MULTA DO ART. 477 DA CLT - REFORMA TRABALHISTA

Livro: Curso de Direito do Trabalho

Edição: 13ª

Localização: Parte I, capítulo VIII, item 4.4. Página 833.

O que mudou: Iguala os prazos para pagamento das verbas rescisórias e dispensa a sua homologação no MTE ou no sindicato. 

4.4. Multa do art. 477 da Consolidação das Leis do Trabalho

Extinto o contrato de trabalho o empregador deve anotar esse fato na CTPS do empregado e fazer a respectiva comunicação às autoridades competentes, notadamente ao Ministério do Trabalho e Emprego.

No prazo de 10 dias, o empregador[1] deve entregar ao empregado a comprovação de que fez essa comunicação e no mesmo prazo pagar o valor equivalente às verbas rescisórias, independentemente da causa do rompimento do vínculo laboral, na forma prevista pelo § 6º do art. 477 da CLT:


Art. 477. § 6ºA entrega ao empregado de documentos que comprovem a comunicação da extinção contratual aos órgãos competentes bem como o pagamento dos valores constantes do instrumento de rescisão ou recibo de quitação deverão ser efetuados até dez dias contados a partir do término do contrato

Ultrapassado esse prazo, o empregador arcará com o pagamento de uma multa equivalente a uma remuneração do empregado, além de outra revertida em favor da União[3], ainda que a relação de emprego tenha sido reconhecida apenas em juízo.
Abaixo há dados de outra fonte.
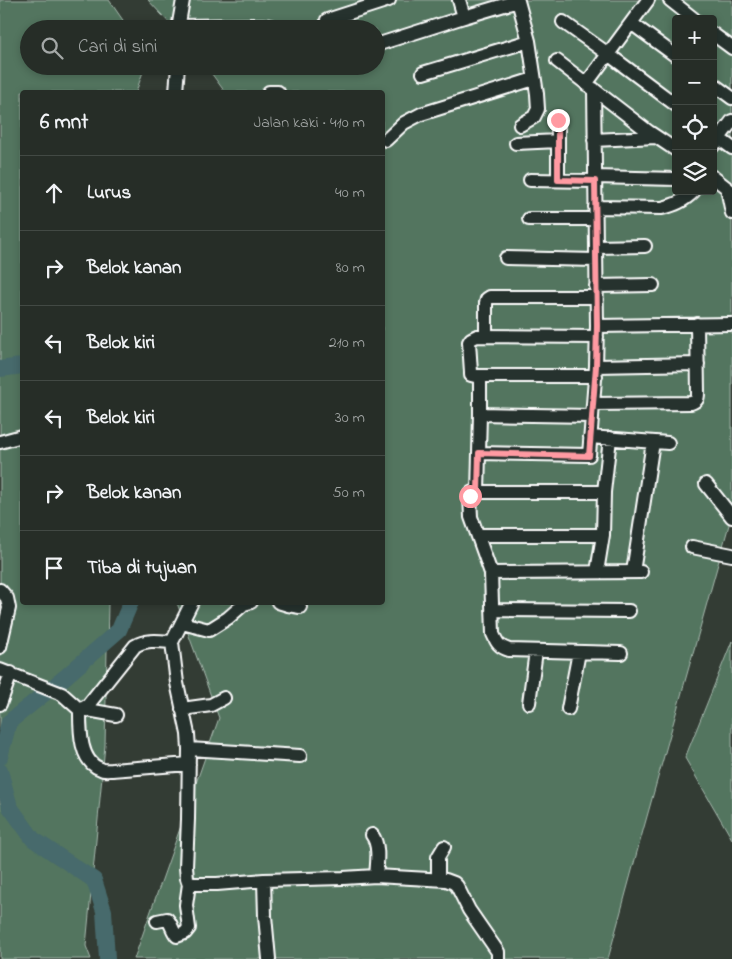 <!DOCTYPE html>
<html lang="id">
<meta charset="utf-8">
<style>
body{margin:0;font-family:"Indie Flower",sans-serif;background:#2e352f;color:#f1f3f6}
.controls{position:absolute;right:15px;top:15px;display:grid;overflow:hidden;border-radius:5px;box-shadow:0 2px 8px #0003}
.controls button{width:45px;height:45px;display:grid;place-items:center;padding:0;border:0;border-bottom:1px solid #424944;background:#262d27;color:#f1f3f6;font:25px sans-serif}
.stop{position:absolute;width:15px;height:15px;margin:-11px;border:4px solid #ff9aa2;border-radius:50%;background:#fff}
.stop.end{background:#ff9aa2;border-color:#fff;box-shadow:0 1px 5px #0008}
.list{margin:0;padding:0;list-style:none}
h2{display:flex;justify-content:space-between;align-items:center;height:65px;margin:0;padding:0 20px;font-size:21px}
h2 small{font-size:16px;font-weight:400;color:#a4a8a7}
.list li{display:grid;grid-template-columns:32px 1fr auto;gap:15px;align-items:center;box-sizing:border-box;height:75px;padding:0 20px;border-top:1px solid #424944}
.list b{display:block;font-size:19px;white-space:nowrap}
.list em{font-size:16px;font-style:normal;color:#a4a8a7}
.icon{flex:none;width:28px;height:28px;fill:none;stroke:currentColor;stroke-width:2;stroke-linecap:round;stroke-linejoin:round}
.map{position:relative;flex:none;width:732px;height:959px;overflow:hidden}
.search{position:absolute;background:#262d27;box-shadow:0 2px 8px #0003;left:20px;top:20px;width:365px;height:55px;display:flex;align-items:center;gap:12px;box-sizing:border-box;padding:0 18px;border-radius:28px;color:#a4a8a7;font-size:19px}
.panel{position:absolute;background:#262d27;box-shadow:0 2px 8px #0003;left:20px;top:90px;width:365px;height:515px;border-radius:5px}
.map>svg:first-child{display:block}
.grass{fill:#52745f;stroke:#a8baaf;fill-rule:evenodd}
.lines{fill:none;stroke-linecap:round;stroke-linejoin:round}
.river{stroke:#476a6c;stroke-width:16}
.minor-casing{stroke:#fff;stroke-width:16}
.minor{stroke:#26332d;stroke-width:12}
.route{stroke:#ff9aa2;stroke-width:6}
</style>
<div class="map">
<svg width="732" height="959" viewBox="0 0 732 959">
<rect width="100%" height="100%" fill="#333c34"/>
<filter id="ink" filterUnits="userSpaceOnUse"><feTurbulence type="fractalNoise" baseFrequency=".02" numOctaves="2"/><feDisplacementMap in="SourceGraphic" scale="10" xChannelSelector="R" yChannelSelector="G"/><feConvolveMatrix kernelMatrix="1 2 1 2 8 2 1 2 1" color-interpolation-filters="sRGB"/></filter>
<g filter="url(#ink)">
<path class="grass" d="M0,0H109L129,29H29V66H145L136,92H22V602L108,603L105,745L86,946L91,959H0Z
M148,0H732V514L637,852L608,959H134L219,718L177,603L382,602V92H225L206,66H376V29H175ZM676,19H713V191H676Z
M732,641V839L685,758Z"/>
<g class="lines">
<path class="river" d="M0,369L22,366
M0,757L9,722L64,678L119,630L131,602
M0,771L10,807L33,839L94,880L104,911L107,959"/>
<defs>
<path id="minor" d="M459,0L464,17L518,1L529,41L537,94L538,109L534,117L520,125
M670,0L694,19
M327,20L389,0
M563,22L608,54L676,105
M631,23L676,56
M178,26L262,25L270,26L272,29
M178,29L183,0
M713,34L732,48
M376,45L464,17
M557,61L649,132L676,150
M423,73L529,41
M586,84L648,0
M713,84L732,98
M176,92L178,66
M269,92H278
M713,134L732,148
M386,140L404,123L421,114L534,79
M594,140L656,137
M516,143L558,141
M713,146L732,121
M595,177L676,179
M713,177L732,192
M530,180L595,181
M558,180V120
M727,188L732,213
M595,207L662,208C675,205 684,201 694,191
M529,219H595
M596,247L645,246
M506,258L596,260
M596,286L653,285
M597,326L732,324
M486,336V303L487,299L490,297H596
M596,366L698,364
M596,376H475L471,375V372L469,342L471,339L477,336L597,337
M593,404L691,403C697,401 698,399 698,393L697,324
M480,414L592,416
M590,437L668,443
M0,442L22,436
M479,453L589,455L596,366L597,326L594,89
M706,484L732,517
M478,492L480,414V376
M604,492H473L471,493L470,496L471,517L491,573L493,634C497,643 499,647 509,650L621,653
M478,535H603
M692,547L732,555
M597,572L603,535L604,492L610,438
M633,572L653,442
M491,573L641,572
M0,590L7,598L9,608L0,647
M192,602L172,642L177,683L188,734L189,749L188,819L186,867L187,878L189,884H217L264,880L343,878L376,876L446,880L454,883L457,886L469,910L498,952V959
M278,602L288,605L300,607
M492,610L629,611
M182,623L209,630L228,618L244,604L251,602
M0,670L62,694L80,710L88,705L135,646C146,639 159,641 172,642
M529,703L536,651
M0,704L11,673
M82,709L116,715
M182,709L211,705L224,698
M568,709L579,652
M80,710C80,728 79,762 101,769C104,771 109,770 112,770L189,764
M189,749L300,756
M372,835C380,845 377,863 376,876
M438,879V857L444,847
M264,880L265,916L269,959
M157,921L167,919C172,924 172,931 177,936L185,933L189,928L186,905L189,884"/>
</defs>
<use href="#minor" class="minor-casing"/>
<use href="#minor" class="minor"/>
</g>
</g>
<g class="lines" filter="url(#ink)">
<path class="route" d="M470,496V493L472,492H478L479,453L589,456L596,366L597,326L595,181L558,180V120"/>
</g>
</svg>
<div class="controls">
<button>+</button>
<button>−</button>
<button><svg class="icon" aria-label="locate" viewBox="0 0 24 24"><circle cx="12" cy="12" r="6"/><path d="M12 2v4M12 18v4M2 12h4M18 12h4"/></svg></button>
<button><svg class="icon" aria-label="layers" viewBox="0 0 24 24"><path d="M12 4l9 5-9 5-9-5zM3 14l9 5 9-5"/></svg></button>
</div>
<div class="stop" style="left:470px;top:496px"></div>
<div class="stop end" style="left:558px;top:120px"></div>
<div class="search"><svg class="icon" aria-label="search" viewBox="0 0 24 24"><circle cx="10" cy="10" r="6"/><path d="M15 15l6 6"/></svg>Cari di sini</div>
<section class="panel">
<h2>6 mnt<small>Jalan kaki · 410 m</small></h2>
<ul class="list">
<li><svg class="icon" aria-label="ahead" viewBox="0 0 24 24"><path d="M12 20V5M6 11l6-6 6 6"/></svg><div><b>Lurus</b></div><em>40 m</em></li>
<li><svg class="icon" aria-label="right" viewBox="0 0 24 24"><path d="M7 20v-9h11M14 6l5 5-5 5"/></svg><div><b>Belok kanan</b></div><em>80 m</em></li>
<li><svg class="icon" aria-label="left" viewBox="0 0 24 24"><path d="M17 20v-9H6M10 6l-5 5 5 5"/></svg><div><b>Belok kiri</b></div><em>210 m</em></li>
<li><svg class="icon" aria-label="left" viewBox="0 0 24 24"><path d="M17 20v-9H6M10 6l-5 5 5 5"/></svg><div><b>Belok kiri</b></div><em>30 m</em></li>
<li><svg class="icon" aria-label="right" viewBox="0 0 24 24"><path d="M7 20v-9h11M14 6l5 5-5 5"/></svg><div><b>Belok kanan</b></div><em>50 m</em></li>
<li><svg class="icon" aria-label="arrive" viewBox="0 0 24 24"><path d="M6 21V4h12l-3 4 3 4H6"/></svg><div><b>Tiba di tujuan</b></div></li>
</ul>
</section>
</div>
Nesse sentido, a Súmula nº 462 do TST:

SÚMULA Nº 462.MULTA DO ART. 477, § 8º DA CLT. INIDÊNCIA. RECONHECIMENTO JUDICIAL DA RELAÇÃO DE EMPREGO. (Resolução nº 209/2016). A circunstância de a relação de emprego ter sido reconhecida apenas em juízo não tem o condão de afastar a incidência da multa prevista no art. 477, § 8º da CLT. A referida multa não será devida apenas quando, comprovadamente, o empregado der causa à mora no pagamento das verbas rescisórias.

Antes da vigência da Lei nº 13.467/17, era necessário homologar a rescisão contratual dos empregados com mais de um ano de serviço, no sindicato ou no Ministério do Trabalho, formalidade que hoje encontra-se dispensada.

Além disso, foi extinta a diferenciação de prazo para pagamento das verbas rescisórias quando havia dispensa do cumprimento do aviso prévio das demais modalidades, passando a ser de 10 dias em qualquer hipótese.

A.      Falência e recuperação judicial

Em caso de falência, não há que se falar em pagamento da multa pelo atraso no pagamento das verbas rescisóras, de acordo com o disposto na Súmula nº 388 do TST:

SÚMULA Nº 388. MASSA FALIDA. ARTS. 467 E 477 DA CLT. INAPLICABILIDADE (conversão das Orientações Jurisprudenciais nº 201 e 314 da SDI-1) – Res. 129/2005 – DJ 20.04.2005. A Massa Falida não se sujeita à penalidade do art. 467 e nem à multa do § 8º do art. 477, ambos da CLT.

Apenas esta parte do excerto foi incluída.